Al Tempesta, the code enforcement officer in Dexter and Newport, has dealt with Reardon in both towns and hasn’t found him listed as the owner on any property where he’s set up shop. Instead, the businessman has contracts with property owners that make it difficult for them to kick Reardon out, Tempesta said.
“He enters into lease-to-purchase agreements that tie the properties up for 20 years,” he said. “The owner can’t do anything with the property. Only Nathan can.”
Under the agreements he has seen, Tempesta said it could take at least a year for a property owner to take action against Reardon for nonpayment. But Reardon can then respond with a lawsuit that further ties up the process in court, he said.
“It keeps going further, further and further,” Tempesta said.
The BDN tried to reach the listed owners of properties Reardon has occupied. They either didn’t respond to requests for comment or couldn’t be located.
In Dexter, Tempesta condemned the former Dexter Shoe factory earlier this year after a prior owner removed the sprinkler system. Now, Reardon is leasing a portion of that building and continues to bring employees in although Tempesta has deemed the building unsafe, meaning no one should be there unless they’re doing work needed to bring it up to code.
Tempesta has also found that Reardon is violating local land use rules by using the former factory’s parking lot as a junkyard because of the number of vehicles parked there.

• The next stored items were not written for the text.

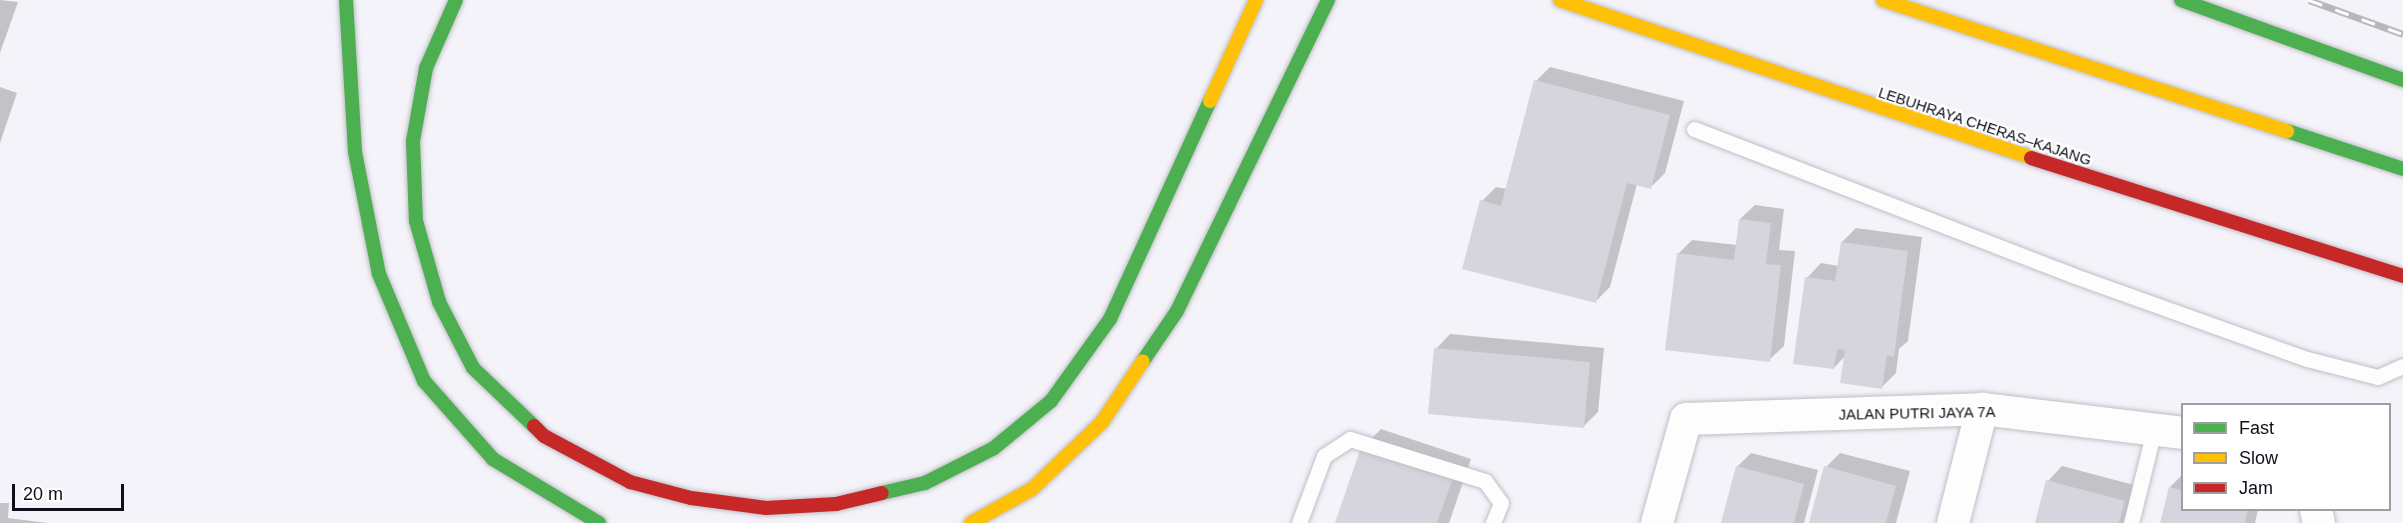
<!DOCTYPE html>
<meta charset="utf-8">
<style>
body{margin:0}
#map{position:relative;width:2403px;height:523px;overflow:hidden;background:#f4f3f9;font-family:Arial,sans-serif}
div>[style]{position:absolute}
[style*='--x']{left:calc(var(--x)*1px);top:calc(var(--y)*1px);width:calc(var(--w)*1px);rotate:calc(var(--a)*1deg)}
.shadow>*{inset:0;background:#0003}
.building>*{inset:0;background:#d6d4dc}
.roads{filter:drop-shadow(0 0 2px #c0bec6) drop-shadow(0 0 2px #c0bec6)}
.lane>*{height:15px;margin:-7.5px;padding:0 7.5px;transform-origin:7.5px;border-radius:7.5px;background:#fdfdfe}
.street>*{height:32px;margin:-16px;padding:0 16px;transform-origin:16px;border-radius:16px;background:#fdfdfe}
.fast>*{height:14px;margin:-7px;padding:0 7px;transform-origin:7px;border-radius:7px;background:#4caf50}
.slow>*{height:14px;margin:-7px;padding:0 7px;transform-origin:7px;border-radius:7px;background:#ffc107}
.jam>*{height:14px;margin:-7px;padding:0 7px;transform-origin:7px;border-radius:7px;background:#c62828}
.rail>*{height:7px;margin-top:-3.5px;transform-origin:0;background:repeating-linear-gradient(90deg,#fff 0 14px,#b8b7b9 0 28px);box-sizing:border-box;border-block:2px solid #b8b7b9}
span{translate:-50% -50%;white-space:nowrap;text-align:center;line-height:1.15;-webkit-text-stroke:4.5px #fff;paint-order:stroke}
.street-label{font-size:15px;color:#100e18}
.legend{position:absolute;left:2181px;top:403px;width:210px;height:108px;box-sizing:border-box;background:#fff;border:2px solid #9f9fa3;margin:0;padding:8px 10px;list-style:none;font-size:18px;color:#100e18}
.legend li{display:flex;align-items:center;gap:12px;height:30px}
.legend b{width:30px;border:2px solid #9f9fa3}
.scale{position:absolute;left:12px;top:484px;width:112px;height:27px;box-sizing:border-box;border:3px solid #100e18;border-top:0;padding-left:8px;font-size:18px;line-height:21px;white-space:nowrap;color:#100e18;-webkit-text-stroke:4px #fff;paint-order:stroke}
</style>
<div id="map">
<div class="shadow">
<div style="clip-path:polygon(0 0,18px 2px,0 53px)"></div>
<div style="clip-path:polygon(1550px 67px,1684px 101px,1665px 173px,1651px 187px,1637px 184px,1610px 287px,1596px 301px,1482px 201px,1496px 187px,1507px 189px,1536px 81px)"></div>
<div style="clip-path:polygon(0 87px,17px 93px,0 143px)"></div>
<div style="clip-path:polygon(1755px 205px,1784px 209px,1779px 250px,1795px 251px,1784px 346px,1769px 360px,1678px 254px,1692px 240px,1737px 245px,1740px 219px)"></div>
<div style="clip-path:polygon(1856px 228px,1922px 237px,1908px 341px,1899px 349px,1896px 373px,1882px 387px,1846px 355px,1834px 368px,1807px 278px,1821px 263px,1839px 266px,1842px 242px)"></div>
<div style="clip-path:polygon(1450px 334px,1604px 348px,1598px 412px,1584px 426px,1436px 349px)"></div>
<div style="clip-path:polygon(1381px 429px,1471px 459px,1449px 523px,1336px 523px,1362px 448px)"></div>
<div style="clip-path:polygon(1751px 453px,1818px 470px,1804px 523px,1722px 523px,1737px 467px)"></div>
<div style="clip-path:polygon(1840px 453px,1910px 471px,1896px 523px,1811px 523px,1826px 467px)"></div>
<div style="clip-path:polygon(2062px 466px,2138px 486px,2129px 523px,2036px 523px,2048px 481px)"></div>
<div style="clip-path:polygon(2182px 475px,2182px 510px,2258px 510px,2255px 523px,2162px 523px,2170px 487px)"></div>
<div style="clip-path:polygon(0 503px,9px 503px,8px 518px,48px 523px,0 523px)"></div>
</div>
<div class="building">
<div style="clip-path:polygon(1534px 80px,1670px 115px,1651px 189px,1627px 183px,1596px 303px,1462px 269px,1480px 200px,1501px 206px)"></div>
<div style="clip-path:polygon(1739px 219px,1771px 223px,1766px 264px,1781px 265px,1770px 362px,1665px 350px,1677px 253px,1734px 260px)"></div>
<div style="clip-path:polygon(1841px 242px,1908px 251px,1894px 357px,1887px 355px,1882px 389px,1840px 383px,1845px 350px,1837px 349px,1834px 369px,1793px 364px,1805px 277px,1835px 281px)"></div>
<div style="clip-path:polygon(1434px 348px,1590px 362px,1584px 428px,1428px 414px)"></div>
<div style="clip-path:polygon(1361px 447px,1453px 478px,1437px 523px,1335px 523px)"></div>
<div style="clip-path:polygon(1736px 466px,1804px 484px,1794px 523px,1721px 523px)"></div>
<div style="clip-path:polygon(1824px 466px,1896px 486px,1886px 523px,1809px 523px)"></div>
<div style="clip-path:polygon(2046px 480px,2125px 501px,2119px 523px,2035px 523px)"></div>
<div style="clip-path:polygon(2169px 487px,2182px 490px,2182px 510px,2248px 510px,2245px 523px,2160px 523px)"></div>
</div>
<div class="roads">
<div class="lane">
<div style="--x:1694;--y:129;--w:405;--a:21.1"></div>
<div style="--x:2072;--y:275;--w:250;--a:19.7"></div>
<div style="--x:2307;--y:359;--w:73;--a:14.2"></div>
<div style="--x:2378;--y:377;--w:27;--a:-24"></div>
<div style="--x:1299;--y:523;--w:72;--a:-69.5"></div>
<div style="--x:1324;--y:456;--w:31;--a:-33"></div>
<div style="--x:1350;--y:439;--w:141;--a:17.3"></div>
<div style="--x:1485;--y:481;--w:27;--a:54"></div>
<div style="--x:1501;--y:503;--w:22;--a:112"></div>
<div style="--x:2131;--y:523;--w:96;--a:-76.1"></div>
</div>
<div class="street">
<div style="--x:2316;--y:510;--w:13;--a:77"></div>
<div style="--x:1657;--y:523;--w:108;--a:-74.4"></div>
<div style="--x:1686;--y:419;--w:296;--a:-1.9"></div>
<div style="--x:1982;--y:409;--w:201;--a:6.8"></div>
<div style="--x:1953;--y:523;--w:118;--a:-75.7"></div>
</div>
<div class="fast">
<div style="--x:346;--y:0;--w:152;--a:86.6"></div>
<div style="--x:355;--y:152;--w:124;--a:78.9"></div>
<div style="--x:379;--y:274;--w:116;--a:67.2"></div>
<div style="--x:424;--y:381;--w:104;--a:48.5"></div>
<div style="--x:493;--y:459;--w:124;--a:31.1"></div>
<div style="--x:456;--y:0;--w:74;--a:113.8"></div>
<div style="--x:426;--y:68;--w:74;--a:100.1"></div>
<div style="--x:413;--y:141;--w:80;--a:87.9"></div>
<div style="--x:416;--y:221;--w:84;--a:74.1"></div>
<div style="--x:439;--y:302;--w:74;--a:62.7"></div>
<div style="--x:473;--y:368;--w:84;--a:43.6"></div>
<div style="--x:2181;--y:0;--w:236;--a:19.8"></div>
<div style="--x:2287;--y:131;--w:122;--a:18.1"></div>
<div style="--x:1143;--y:361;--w:60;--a:-55.8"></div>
<div style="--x:1177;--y:311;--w:346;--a:-64.1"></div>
<div style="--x:882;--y:493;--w:44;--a:-13.1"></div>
<div style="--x:925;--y:483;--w:77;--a:-26.9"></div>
<div style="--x:994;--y:448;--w:74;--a:-39.5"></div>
<div style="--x:1051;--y:401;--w:101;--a:-54.3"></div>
<div style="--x:1110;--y:319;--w:240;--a:-65.4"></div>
</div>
<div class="slow">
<div style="--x:1560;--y:0;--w:497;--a:18.5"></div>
<div style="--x:1883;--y:0;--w:425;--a:18"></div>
<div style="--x:1210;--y:101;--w:111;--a:-65.5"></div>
<div style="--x:971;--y:523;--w:70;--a:-29.1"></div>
<div style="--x:1032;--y:489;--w:97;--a:-43.7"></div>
<div style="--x:1102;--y:422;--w:73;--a:-56.1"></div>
</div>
<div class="jam">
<div style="--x:2031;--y:158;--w:390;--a:17.6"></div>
<div style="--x:534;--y:426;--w:14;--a:45"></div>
<div style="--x:544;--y:436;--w:98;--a:28.1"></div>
<div style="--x:630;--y:482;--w:63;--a:14.7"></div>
<div style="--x:691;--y:498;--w:76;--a:7.6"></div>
<div style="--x:766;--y:508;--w:70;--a:-3.3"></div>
<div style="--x:836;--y:504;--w:47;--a:-13.4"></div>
</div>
</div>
<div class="rail">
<div style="--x:2309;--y:0;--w:100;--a:19.9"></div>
</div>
<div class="street-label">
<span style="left:1985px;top:126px;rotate:18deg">LEBUHRAYA CHERAS–KAJANG</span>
<span style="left:1917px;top:413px;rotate:-1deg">JALAN PUTRI JAYA 7A</span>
</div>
<ul class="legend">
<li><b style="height:8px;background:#4caf50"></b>Fast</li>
<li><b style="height:8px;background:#ffc107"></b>Slow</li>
<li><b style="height:8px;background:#c62828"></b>Jam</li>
</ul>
<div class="scale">20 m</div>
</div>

The space isn’t permitted to operate as a junkyard.
The situation is more complicated when it comes to the duplex in town that Reardon rents out to tenants who are receiving Maine State Housing Authority rental assistance, Tempesta said. The code enforcement officer has found a number of code violations. If Reardon doesn’t address them, the town will have to condemn that property, too, Tempesta said.
“There’s four people living in it. If I kick those four people out, where are they going to go?” he said.